Darüber hinaus ist zu bedenken, dass es auch ohne das gesetzlich festgelegte Kreditmoratorium fraglich gewesen wäre, ob die von § 2 Abs. 1 2. COVID-19-JuBG erfassten Kreditnehmer:innen überhaupt in der Lage gewesen wären, ihre Verpflichtungen aus den Kreditverträgen mit den antragstellenden Parteien zu erfüllen. Auch dies ist bei der Beurteilung der Erheblichkeit des Eingriffes in das Grundrecht auf Unverletzlichkeit des Eigentums der antragstellenden Parteien (mit) zu berücksichtigen.

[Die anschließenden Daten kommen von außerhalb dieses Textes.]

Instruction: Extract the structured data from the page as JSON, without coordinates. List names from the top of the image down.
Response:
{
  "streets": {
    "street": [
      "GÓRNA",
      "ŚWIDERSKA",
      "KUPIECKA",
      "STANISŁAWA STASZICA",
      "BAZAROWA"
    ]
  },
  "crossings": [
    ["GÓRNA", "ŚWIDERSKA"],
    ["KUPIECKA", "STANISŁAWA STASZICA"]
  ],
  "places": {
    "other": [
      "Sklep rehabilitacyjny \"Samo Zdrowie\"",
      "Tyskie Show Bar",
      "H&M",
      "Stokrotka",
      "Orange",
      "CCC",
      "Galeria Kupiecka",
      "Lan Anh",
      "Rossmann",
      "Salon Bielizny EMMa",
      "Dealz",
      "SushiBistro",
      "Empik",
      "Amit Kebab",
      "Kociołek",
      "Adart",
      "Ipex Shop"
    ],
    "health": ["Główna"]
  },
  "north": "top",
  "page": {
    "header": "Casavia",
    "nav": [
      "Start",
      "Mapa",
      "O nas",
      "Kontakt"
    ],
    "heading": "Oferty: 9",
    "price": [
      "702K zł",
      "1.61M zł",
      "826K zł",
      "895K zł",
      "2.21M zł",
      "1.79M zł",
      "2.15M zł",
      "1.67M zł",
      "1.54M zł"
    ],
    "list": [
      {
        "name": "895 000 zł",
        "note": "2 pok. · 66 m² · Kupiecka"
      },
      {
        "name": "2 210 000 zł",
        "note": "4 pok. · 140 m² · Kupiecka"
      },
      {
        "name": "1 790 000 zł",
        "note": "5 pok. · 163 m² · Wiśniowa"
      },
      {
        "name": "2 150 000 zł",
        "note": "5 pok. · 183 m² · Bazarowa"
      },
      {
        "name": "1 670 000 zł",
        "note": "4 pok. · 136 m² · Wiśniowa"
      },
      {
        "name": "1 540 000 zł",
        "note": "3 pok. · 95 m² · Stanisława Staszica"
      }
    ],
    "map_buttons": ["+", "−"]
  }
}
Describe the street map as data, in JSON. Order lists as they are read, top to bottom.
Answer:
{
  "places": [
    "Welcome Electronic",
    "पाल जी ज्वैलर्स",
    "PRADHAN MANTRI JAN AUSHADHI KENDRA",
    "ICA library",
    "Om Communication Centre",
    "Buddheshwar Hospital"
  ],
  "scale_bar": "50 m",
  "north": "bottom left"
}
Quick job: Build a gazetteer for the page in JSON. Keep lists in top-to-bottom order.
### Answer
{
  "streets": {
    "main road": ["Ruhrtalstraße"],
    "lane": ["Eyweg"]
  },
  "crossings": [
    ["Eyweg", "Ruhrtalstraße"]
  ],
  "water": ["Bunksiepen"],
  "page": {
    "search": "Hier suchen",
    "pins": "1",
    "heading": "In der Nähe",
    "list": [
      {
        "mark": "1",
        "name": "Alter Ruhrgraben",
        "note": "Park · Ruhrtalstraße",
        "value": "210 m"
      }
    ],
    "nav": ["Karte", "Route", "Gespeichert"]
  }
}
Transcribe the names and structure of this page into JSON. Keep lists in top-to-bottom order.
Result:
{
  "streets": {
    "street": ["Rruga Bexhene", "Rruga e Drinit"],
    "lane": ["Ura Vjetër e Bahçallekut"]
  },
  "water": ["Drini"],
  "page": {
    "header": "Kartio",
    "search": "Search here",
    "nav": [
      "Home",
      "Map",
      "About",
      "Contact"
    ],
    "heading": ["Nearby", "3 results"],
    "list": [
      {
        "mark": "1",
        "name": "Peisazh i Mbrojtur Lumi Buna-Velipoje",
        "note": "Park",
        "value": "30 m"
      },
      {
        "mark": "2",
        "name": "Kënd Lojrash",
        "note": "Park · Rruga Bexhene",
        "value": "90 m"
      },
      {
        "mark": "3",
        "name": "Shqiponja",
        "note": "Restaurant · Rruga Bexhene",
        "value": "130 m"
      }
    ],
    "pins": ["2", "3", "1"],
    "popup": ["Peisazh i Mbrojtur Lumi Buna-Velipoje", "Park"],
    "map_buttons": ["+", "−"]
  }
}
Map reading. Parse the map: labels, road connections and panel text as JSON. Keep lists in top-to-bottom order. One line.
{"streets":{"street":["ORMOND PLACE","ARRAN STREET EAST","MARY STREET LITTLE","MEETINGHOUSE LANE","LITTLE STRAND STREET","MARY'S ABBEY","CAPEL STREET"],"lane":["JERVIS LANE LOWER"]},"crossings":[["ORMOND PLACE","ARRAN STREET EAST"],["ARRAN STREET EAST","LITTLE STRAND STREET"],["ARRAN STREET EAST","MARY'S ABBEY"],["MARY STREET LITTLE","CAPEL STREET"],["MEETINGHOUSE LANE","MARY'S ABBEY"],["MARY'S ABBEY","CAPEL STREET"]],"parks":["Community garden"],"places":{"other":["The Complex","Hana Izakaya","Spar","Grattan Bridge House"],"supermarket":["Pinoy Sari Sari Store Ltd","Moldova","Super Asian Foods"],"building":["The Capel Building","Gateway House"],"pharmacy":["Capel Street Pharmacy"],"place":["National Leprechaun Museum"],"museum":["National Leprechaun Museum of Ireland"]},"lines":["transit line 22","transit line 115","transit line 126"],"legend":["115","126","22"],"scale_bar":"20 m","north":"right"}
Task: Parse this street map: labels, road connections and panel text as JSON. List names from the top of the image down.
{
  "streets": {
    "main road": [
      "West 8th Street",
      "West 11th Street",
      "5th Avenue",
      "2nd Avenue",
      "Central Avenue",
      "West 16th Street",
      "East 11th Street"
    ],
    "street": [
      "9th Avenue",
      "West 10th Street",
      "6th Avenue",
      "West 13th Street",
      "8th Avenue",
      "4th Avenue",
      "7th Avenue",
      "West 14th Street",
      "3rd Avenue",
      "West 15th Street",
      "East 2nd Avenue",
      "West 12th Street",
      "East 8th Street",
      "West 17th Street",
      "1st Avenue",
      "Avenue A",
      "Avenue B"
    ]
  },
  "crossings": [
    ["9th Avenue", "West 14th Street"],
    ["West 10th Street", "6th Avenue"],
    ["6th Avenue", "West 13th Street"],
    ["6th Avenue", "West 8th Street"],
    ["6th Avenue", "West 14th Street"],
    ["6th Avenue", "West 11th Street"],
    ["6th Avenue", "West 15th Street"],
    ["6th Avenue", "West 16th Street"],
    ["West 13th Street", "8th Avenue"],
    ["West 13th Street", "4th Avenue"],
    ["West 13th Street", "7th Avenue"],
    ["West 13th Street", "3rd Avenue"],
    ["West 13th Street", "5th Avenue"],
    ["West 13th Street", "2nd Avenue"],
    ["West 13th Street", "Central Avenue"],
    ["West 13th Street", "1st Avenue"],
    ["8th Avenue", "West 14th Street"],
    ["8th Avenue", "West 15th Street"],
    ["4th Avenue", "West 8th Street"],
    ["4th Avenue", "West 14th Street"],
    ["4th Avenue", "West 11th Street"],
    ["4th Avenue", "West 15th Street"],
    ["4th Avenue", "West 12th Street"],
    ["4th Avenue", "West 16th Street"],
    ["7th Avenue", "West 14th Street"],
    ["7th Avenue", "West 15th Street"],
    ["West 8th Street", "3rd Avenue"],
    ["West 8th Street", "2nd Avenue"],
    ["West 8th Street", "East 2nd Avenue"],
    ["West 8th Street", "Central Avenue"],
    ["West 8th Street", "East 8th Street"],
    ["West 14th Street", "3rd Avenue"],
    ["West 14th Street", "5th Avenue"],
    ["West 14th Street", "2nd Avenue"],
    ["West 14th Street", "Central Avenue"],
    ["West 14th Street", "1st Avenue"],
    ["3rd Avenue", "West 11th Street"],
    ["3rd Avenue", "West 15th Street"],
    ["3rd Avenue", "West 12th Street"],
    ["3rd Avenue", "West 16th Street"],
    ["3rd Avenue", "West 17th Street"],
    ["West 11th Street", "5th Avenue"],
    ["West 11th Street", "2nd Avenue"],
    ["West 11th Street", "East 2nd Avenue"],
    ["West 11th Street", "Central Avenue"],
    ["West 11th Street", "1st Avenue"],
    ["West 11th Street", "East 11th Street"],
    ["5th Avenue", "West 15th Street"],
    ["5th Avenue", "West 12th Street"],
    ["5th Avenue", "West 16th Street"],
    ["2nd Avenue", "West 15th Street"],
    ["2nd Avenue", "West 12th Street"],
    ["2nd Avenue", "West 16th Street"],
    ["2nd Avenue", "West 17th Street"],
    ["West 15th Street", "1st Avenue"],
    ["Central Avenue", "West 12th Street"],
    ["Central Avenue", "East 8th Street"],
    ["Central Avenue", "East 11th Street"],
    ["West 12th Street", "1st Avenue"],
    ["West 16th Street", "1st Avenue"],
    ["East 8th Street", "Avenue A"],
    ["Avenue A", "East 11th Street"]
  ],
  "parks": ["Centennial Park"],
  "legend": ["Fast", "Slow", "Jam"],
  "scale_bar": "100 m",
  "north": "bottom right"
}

Ungeachtet dieser Gesichtspunkte, welche die Erheblichkeit des Eigentumseingriffes relativieren (können), erscheint es nach Auffassung des VfGH schon alleine aus einem anderen Grund als gerechtfertigt, dass die Kreditinstitute die Kosten für das zinslose Kreditmoratorium tragen. In einer Gesamtbetrachtung standen den Nachteilen aus dem zinslosen Kreditmoratorium nämlich bestimmte Maßnahmen gegenüber, die eine Abfederung der in Rede stehenden wirtschaftlichen Auswirkungen bewirkten: Vor allem die EZB hat zahlreiche wesentliche geldpolitische, aber auch (zum Teil gemeinsam mit der EBA) einige bankaufsichtsrechtliche Maßnahmen gesetzt, um die Folgen der COVID-19-Pandemie für die Kreditinstitute und die Realwirtschaft abzufedern, wobei von letztem auch wiederum die Kreditinstitute (mittelbar) begünstigt wurden.
Der von den antragstellenden Parteien in ihrem Antrag behauptete Verstoß der angefochtenen Regelung gegen das Grundrecht auf Unverletzlichkeit des Eigentums gemäß Art. 5 StGG und Art. 1 1. ZPEMRK liegt sohin nicht vor.
Die Ausführungen zur Übereinstimmung der angefochtenen Regelung mit dem Grundrecht auf Unverletzlichkeit des Eigentums gelten sinngemäß auch für die von den antragstellenden Parteien vorgetragenen gleichheitsrechtlichen Bedenken. Die angefochtene Bestimmung verstößt aus den dargestellten Gründen auch nicht gegen den Gleichheitsgrundsatz nach Art 7 B-VG.
Soweit die antragstellenden Parteien einen Verstoß gegen den Gleichheitsgrundsatz darin erblicken, dass der Gesetzgeber Kreditgeber und Wohnungsvermieter unterschiedlich behandelt habe, ist dem zu entgegnen, dass es sich dabei um unterschiedliche Sachverhalte handelt, die nicht am Maßstab des Gleichheitsgrundsatzes gemessen werden können.